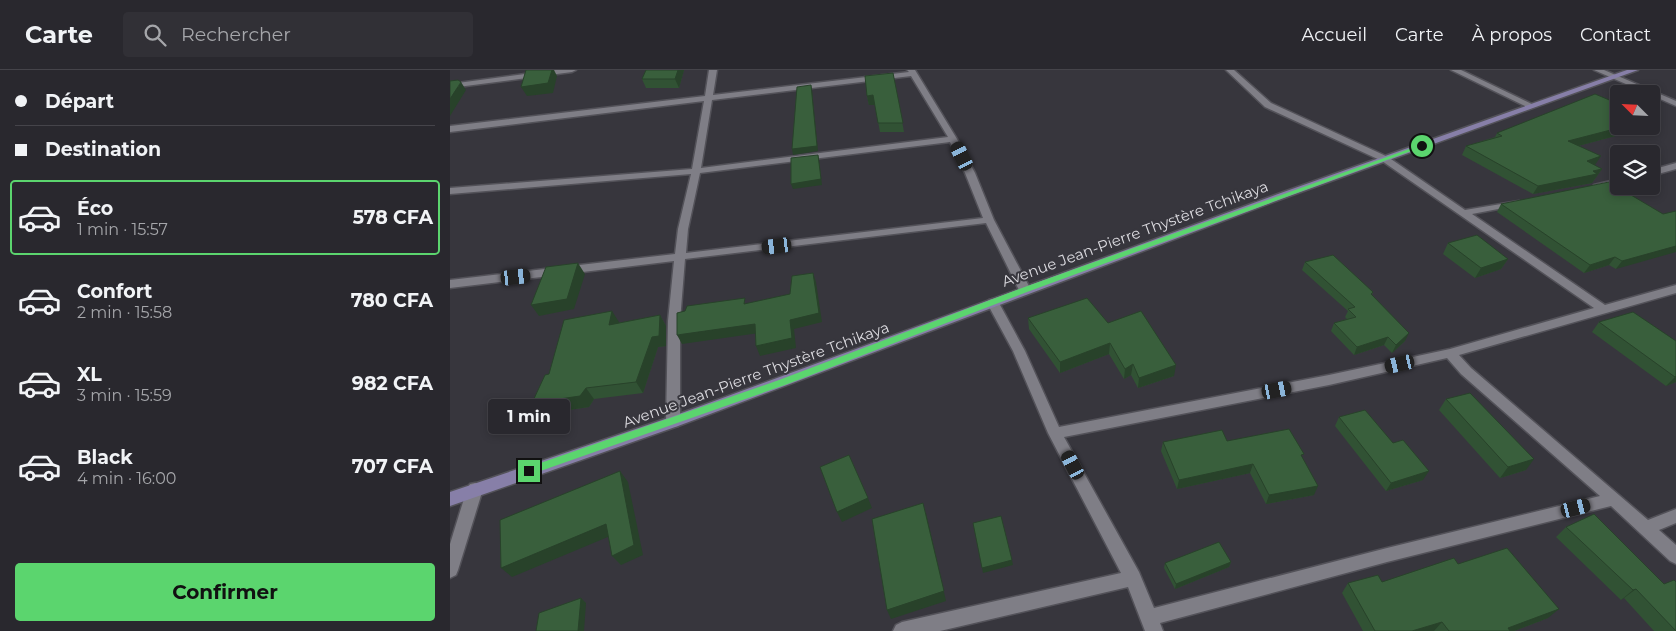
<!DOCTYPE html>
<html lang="fr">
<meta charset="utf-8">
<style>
:root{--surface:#29282e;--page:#313036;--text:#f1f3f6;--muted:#a5a6aa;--line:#45444a;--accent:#5bd56e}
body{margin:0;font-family:Montserrat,sans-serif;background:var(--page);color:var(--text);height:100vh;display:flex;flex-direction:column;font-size:19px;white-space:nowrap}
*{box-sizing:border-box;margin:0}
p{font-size:16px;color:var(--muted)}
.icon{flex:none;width:28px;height:28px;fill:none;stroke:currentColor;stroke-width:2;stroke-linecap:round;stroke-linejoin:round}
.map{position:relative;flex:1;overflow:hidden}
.panel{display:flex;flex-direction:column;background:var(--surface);width:450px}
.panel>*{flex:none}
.guide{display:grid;align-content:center;height:110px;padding:0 15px;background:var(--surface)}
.needle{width:32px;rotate:294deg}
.controls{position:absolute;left:1160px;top:15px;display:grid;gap:10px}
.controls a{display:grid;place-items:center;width:50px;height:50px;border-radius:5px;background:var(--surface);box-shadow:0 2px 8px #0003,0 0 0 1px var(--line);font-size:25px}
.end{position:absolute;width:22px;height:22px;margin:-11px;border:6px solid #5bd56e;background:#111;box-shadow:0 0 0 2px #111}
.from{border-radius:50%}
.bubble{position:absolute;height:35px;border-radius:5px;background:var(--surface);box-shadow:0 2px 8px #0003,0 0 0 1px var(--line);font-size:16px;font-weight:700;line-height:35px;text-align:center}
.car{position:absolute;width:15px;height:30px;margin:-15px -8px;border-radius:6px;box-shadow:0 0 4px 1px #0007;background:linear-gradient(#222 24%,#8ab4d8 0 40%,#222 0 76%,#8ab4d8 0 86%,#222 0)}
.guide b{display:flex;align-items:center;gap:18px;height:48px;font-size:19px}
.guide b+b{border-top:1px solid var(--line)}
.guide i{width:12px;height:12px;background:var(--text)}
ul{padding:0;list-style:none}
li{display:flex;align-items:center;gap:15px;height:75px;margin:0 10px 8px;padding:0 5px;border:2px solid transparent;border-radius:5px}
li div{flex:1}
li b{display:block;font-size:19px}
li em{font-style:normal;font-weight:700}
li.selected{border-color:var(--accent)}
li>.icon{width:45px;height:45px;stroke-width:1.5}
.action{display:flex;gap:10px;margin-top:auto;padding:10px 15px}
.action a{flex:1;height:58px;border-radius:5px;background:var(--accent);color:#111;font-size:20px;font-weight:700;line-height:58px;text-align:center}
header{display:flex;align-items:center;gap:30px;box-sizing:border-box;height:70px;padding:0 25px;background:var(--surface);border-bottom:1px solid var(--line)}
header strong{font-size:24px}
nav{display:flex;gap:28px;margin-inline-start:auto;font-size:18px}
.search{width:350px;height:45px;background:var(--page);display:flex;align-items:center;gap:12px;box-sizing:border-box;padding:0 18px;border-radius:5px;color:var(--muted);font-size:19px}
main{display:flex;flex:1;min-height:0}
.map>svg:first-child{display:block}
</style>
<header>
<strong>Carte</strong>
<div class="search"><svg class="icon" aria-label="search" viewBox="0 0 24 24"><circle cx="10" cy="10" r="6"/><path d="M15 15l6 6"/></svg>Rechercher</div>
<nav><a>Accueil</a><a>Carte</a><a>À propos</a><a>Contact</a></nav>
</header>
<main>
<section class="panel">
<div class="guide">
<b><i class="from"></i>Départ</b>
<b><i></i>Destination</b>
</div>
<ul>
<li class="selected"><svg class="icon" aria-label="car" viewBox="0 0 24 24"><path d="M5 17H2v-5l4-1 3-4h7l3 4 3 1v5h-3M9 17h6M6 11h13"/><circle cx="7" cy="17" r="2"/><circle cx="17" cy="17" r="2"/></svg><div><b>Éco</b><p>1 min · 15:57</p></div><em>578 CFA</em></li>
<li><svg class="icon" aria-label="car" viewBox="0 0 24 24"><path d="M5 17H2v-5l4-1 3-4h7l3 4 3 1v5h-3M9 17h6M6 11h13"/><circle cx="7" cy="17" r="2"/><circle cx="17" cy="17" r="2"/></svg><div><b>Confort</b><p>2 min · 15:58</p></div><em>780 CFA</em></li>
<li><svg class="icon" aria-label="car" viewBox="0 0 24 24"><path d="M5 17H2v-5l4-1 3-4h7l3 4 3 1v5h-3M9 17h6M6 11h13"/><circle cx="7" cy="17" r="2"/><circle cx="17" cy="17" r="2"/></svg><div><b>XL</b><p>3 min · 15:59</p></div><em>982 CFA</em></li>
<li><svg class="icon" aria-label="car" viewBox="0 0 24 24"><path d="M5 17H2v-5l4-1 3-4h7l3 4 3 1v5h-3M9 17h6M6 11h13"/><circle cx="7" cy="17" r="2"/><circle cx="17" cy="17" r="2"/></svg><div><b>Black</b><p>4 min · 16:00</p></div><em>707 CFA</em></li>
</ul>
<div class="action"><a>Confirmer</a></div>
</section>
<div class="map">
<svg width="1226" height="561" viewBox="0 0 1226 561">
<rect width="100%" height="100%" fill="#37363d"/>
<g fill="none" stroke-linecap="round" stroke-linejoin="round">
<defs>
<g id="street">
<path d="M 105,0 L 126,0 L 122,2 L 0,18 L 0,14 Z"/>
<path d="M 259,0 L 267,0 L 263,25 L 459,2 L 457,0 L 465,0 L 507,69 L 525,103 L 544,150 L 581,220 L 579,223 L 575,224 L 569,220 L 536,153 L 235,189 L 230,251 L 230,352 L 228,356 L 223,357 L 218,356 L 216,352 L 218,251 L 224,191 L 0,218 L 0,210 L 225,184 L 228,159 L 241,104 L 0,124 L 0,118 L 242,99 L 254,31 L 0,62 L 0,56 L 255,26 ZM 461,6 L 498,67 L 251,98 L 262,30 ZM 500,72 L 515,103 L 533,148 L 236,183 L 238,159 L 250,103 Z"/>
<path d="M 776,0 L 784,0 L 821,33 L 938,87 L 1015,140 L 1069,131 L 1069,135 L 1022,144 L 1155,235 L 1226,215 L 1226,223 L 1009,285 L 1021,298 L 1198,450 L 1226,439 L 1226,453 L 1209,460 L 1226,475 L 1226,494 L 1220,491 L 1161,436 L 937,492 L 710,553 L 713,561 L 695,561 L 678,517 L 490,561 L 443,561 L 446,555 L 452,552 L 671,503 L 598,363 L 563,281 L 537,233 L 539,230 L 543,229 L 549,233 L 575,281 L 609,357 L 879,305 L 1000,279 L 1144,238 L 932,91 L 815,37 ZM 997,288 L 1011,304 L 1150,426 L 937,478 L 704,538 L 689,502 L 614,367 L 879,315 Z"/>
<path d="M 1001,0 L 1011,0 L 1086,36 L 1079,38 Z"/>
<path d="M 1144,0 L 1154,0 L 1226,31 L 1226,36 Z"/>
<path d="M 1226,93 L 1226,99 L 1201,106 L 1201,100 Z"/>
<path d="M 1169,109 L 1169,115 L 1147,120 L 1142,117 L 1144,115 Z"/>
<path d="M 25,413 L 30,414 L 33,419 L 8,500 L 6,505 L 0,508 L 0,474 L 17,419 L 20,414 Z"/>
</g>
<path id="secondary" d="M 1177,0 L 1188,0 L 834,128 L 228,356 L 0,436 L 0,422 L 218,348 L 828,124 Z"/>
</defs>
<!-- street casing -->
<use href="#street" stroke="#535259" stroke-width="3"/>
<!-- secondary casing -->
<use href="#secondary" stroke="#535259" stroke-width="3"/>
<!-- street -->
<use href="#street" fill="#7f7e86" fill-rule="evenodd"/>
<!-- secondary -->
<use href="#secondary" fill="#877fa8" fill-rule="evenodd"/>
</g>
<!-- wall -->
<g fill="#315234">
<path d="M 196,0 L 234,0 L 229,18 L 196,18 L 192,9 Z"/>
<path d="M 443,3 L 454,62 L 430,62 L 425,35 L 419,35 L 417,26 Z"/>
<path d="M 1169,56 L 1199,56 L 1199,57 L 1128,76 L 1145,95 L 1144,95 L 1152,99 L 1142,113 L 1083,124 L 1012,85 L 1016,76 L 1045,67 L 1047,63 Z"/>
<path d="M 1051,134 L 1213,144 L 1166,199 L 1159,195 L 1134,203 L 1047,142 Z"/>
<path d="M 998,173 L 1058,189 L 1051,199 L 1025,208 L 993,184 Z"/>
<path d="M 855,192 L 923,222 L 922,225 L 955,271 L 942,283 L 934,275 L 904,285 L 881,261 L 884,253 L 897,249 L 895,247 L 898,241 L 852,200 Z"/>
<path d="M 210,245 L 216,256 L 216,276 L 208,277 L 193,323 L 144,329 L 139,337 L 91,344 L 82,333 L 99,304 L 169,252 L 168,253 Z"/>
<path d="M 578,248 L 658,253 L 724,306 L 688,318 L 681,305 L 674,309 L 659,284 L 610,303 L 579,259 Z"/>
<path d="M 1149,252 L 1226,271 L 1226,312 L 1216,316 L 1142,262 Z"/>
<path d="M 996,329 L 1076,400 L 1050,408 L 989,340 Z"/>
<path d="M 889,347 L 973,410 L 936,421 L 885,356 Z"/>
<path d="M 777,371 L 852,387 L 864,425 L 816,434 L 800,403 L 727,419 L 711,381 L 713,372 Z"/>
<path d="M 1116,457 L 1214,514 L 1226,561 L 1204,561 L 1174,528 L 1171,530 L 1106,467 Z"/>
<path d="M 781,492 L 779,497 L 725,519 L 714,498 L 715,493 Z"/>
<path d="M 1008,494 L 1098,548 L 1064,561 L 913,561 L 892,523 L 898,513 L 932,512 Z"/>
</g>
<!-- shaded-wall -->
<g fill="#28422a">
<path d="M 102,0 L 104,0 L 107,6 L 103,23 L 77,26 L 71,17 Z"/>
<path d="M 228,0 L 234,0 L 229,18 L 225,9 Z"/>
<path d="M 11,12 L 16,20 L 0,46 L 0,29 Z"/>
<path d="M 361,15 L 362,20 L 368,81 L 343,85 L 342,79 Z"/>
<path d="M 423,25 L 425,35 L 419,35 L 417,26 Z"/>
<path d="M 1176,56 L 1199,56 L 1199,57 L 1113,80 L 1118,71 Z"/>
<path d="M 368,85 L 369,90 L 372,115 L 343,119 L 341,114 Z"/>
<path d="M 1151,86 L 1145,95 L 1132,100 L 1137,91 Z"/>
<path d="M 1152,99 L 1142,113 L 1083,124 L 1088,116 Z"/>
<path d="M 1226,176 L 1226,182 L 1166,199 L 1172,191 Z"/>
<path d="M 1165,187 L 1159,195 L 1134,203 L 1140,195 Z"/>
<path d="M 1058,189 L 1051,199 L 1025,208 L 1031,198 Z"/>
<path d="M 128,193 L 135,204 L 124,239 L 89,246 L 81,235 Z"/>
<path d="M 363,203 L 366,212 L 372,252 L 344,259 L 346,278 L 310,286 L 306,276 L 340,250 Z"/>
<path d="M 162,241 L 169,252 L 166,266 L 159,255 Z"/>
<path d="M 210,245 L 216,256 L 216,276 L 208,277 L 193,323 L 186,312 L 202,267 Z"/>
<path d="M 305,254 L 309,263 L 232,274 L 227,265 Z"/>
<path d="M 959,263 L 955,271 L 942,283 L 946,275 Z"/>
<path d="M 938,267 L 934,275 L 904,285 L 907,277 Z"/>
<path d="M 660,273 L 659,284 L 610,303 L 610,292 Z"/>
<path d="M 683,294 L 681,305 L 674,309 L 675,299 Z"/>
<path d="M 726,295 L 724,306 L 688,318 L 689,308 Z"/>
<path d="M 1226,306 L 1226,312 L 1216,316 Z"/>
<path d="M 136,318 L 144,329 L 139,337 L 91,344 L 82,333 Z"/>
<path d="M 1084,389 L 1076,400 L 1050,408 L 1058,397 Z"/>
<path d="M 803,394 L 800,403 L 727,419 L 729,410 Z"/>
<path d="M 170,401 L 178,412 L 193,485 L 171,495 L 162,486 Z"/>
<path d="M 979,401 L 973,410 L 936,421 L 941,413 Z"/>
<path d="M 868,416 L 864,425 L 816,434 L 819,425 Z"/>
<path d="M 418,428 L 422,438 L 392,452 L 387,442 Z"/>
<path d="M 476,443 L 496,531 L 441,549 L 437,540 Z"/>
<path d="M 156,454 L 165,464 L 62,507 L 51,498 Z"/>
<path d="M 562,490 L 563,495 L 533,503 L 532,498 Z"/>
<path d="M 781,492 L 779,497 L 725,519 L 726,514 Z"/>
<path d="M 1186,519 L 1174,528 L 1171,530 L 1183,520 Z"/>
<path d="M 131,528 L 136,533 L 134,561 L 128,561 Z"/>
<path d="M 1109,539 L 1098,548 L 1064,561 L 1055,561 L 1058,558 Z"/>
<path d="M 992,552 L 984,561 L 962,561 Z"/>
</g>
<!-- building -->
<g fill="#395f3c" stroke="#28422a">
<path d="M 76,0 L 102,0 L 98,13 L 71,17 Z"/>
<path d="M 196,0 L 228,0 L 225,9 L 192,9 Z"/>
<path d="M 443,3 L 453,53 L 428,53 L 423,25 L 417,26 L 415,6 Z"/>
<path d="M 8,10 L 11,12 L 0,29 L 0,11 Z"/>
<path d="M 361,15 L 367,76 L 342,79 L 347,17 Z"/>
<path d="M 1145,24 L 1169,34 L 1169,56 L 1176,56 L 1118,71 L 1151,86 L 1137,91 L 1152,99 L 1143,101 L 1147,104 L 1088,116 L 1016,76 L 1052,66 L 1047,63 Z"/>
<path d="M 368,85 L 371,109 L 341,114 L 341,88 Z"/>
<path d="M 1159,112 L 1213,144 L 1226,141 L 1226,176 L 1172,191 L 1165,187 L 1140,195 L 1051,134 Z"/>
<path d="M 1027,165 L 1058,189 L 1031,198 L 998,173 Z"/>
<path d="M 883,185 L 923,222 L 921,224 L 959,263 L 946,275 L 938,267 L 907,277 L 884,253 L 906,247 L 898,239 L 905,237 L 855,192 Z"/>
<path d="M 128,193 L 117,229 L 81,235 L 96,197 Z"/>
<path d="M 363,203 L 369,243 L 340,250 L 342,268 L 306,276 L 305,254 L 227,265 L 227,243 L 235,241 L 237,236 L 295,228 L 294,234 L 340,224 L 342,206 Z"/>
<path d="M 637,228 L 658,253 L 691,241 L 726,295 L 689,308 L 683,294 L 675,299 L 660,273 L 610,292 L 578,248 Z"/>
<path d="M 162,241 L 159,255 L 210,245 L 209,266 L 202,267 L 186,312 L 136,318 L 130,326 L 82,333 L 95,305 L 99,304 L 114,250 Z"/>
<path d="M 1183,242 L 1226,271 L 1226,306 L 1225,307 L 1149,252 Z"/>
<path d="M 1020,323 L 1084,389 L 1058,397 L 996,329 Z"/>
<path d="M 915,340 L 943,373 L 953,370 L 979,401 L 941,413 L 889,347 Z"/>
<path d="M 839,359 L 854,384 L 851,385 L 868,416 L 819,425 L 803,394 L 729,410 L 713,372 L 772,360 L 777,371 Z"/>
<path d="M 399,385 L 418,428 L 387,442 L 370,397 Z"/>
<path d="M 170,401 L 184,475 L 162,486 L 156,454 L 51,498 L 50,450 Z"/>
<path d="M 473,433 L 494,521 L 437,540 L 422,449 Z"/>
<path d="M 1144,444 L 1214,514 L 1224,510 L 1226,512 L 1226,561 L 1186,519 L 1183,520 L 1116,457 Z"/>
<path d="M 551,446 L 562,490 L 532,498 L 523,453 Z"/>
<path d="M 769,472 L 781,492 L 726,514 L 715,493 Z"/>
<path d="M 1057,478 L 1109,539 L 1058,558 L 1060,561 L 999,561 L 992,552 L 962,561 L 925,561 L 898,513 L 928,505 L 932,512 L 1004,488 L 1008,494 Z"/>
<path d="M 131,528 L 128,561 L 86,561 L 89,543 Z"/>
</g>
<!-- route -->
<path fill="#5bd56e" d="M 970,75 L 975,76 L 577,222 L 335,315 L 79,405 L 74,401 L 76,398 L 329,310 L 572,218 Z"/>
<g text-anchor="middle" stroke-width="4" stroke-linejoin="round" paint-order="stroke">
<!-- street labels -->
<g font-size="15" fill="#dcdbe0" stroke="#37363d">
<text transform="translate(685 164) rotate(-20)" y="5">Avenue Jean-Pierre Thystère Tchikaya</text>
<text transform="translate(306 305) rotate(-20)" y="5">Avenue Jean-Pierre Thystère Tchikaya</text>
</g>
</g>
</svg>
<div class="controls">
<a><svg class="needle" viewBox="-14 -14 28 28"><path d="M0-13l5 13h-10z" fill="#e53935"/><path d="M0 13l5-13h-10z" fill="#a5a6aa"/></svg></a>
<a><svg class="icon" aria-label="layers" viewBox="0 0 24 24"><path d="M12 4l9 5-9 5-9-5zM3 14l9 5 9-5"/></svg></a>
</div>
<i class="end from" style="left:972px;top:76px"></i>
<i class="end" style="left:79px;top:401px"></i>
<div class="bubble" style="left:38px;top:329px;width:82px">1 min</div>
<i class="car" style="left:512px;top:86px;rotate:334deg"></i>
<i class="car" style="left:327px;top:176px;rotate:263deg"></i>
<i class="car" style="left:66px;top:207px;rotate:84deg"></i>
<i class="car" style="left:950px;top:294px;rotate:257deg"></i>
<i class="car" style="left:827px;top:320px;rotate:79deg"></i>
<i class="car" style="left:623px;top:395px;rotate:332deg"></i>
<i class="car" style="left:1126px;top:438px;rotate:76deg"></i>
</div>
</main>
--------------------------------
Activity:
Your task is to say how many lines in the entries above contain the word "direction". Please write only the number.

Output of the task:
2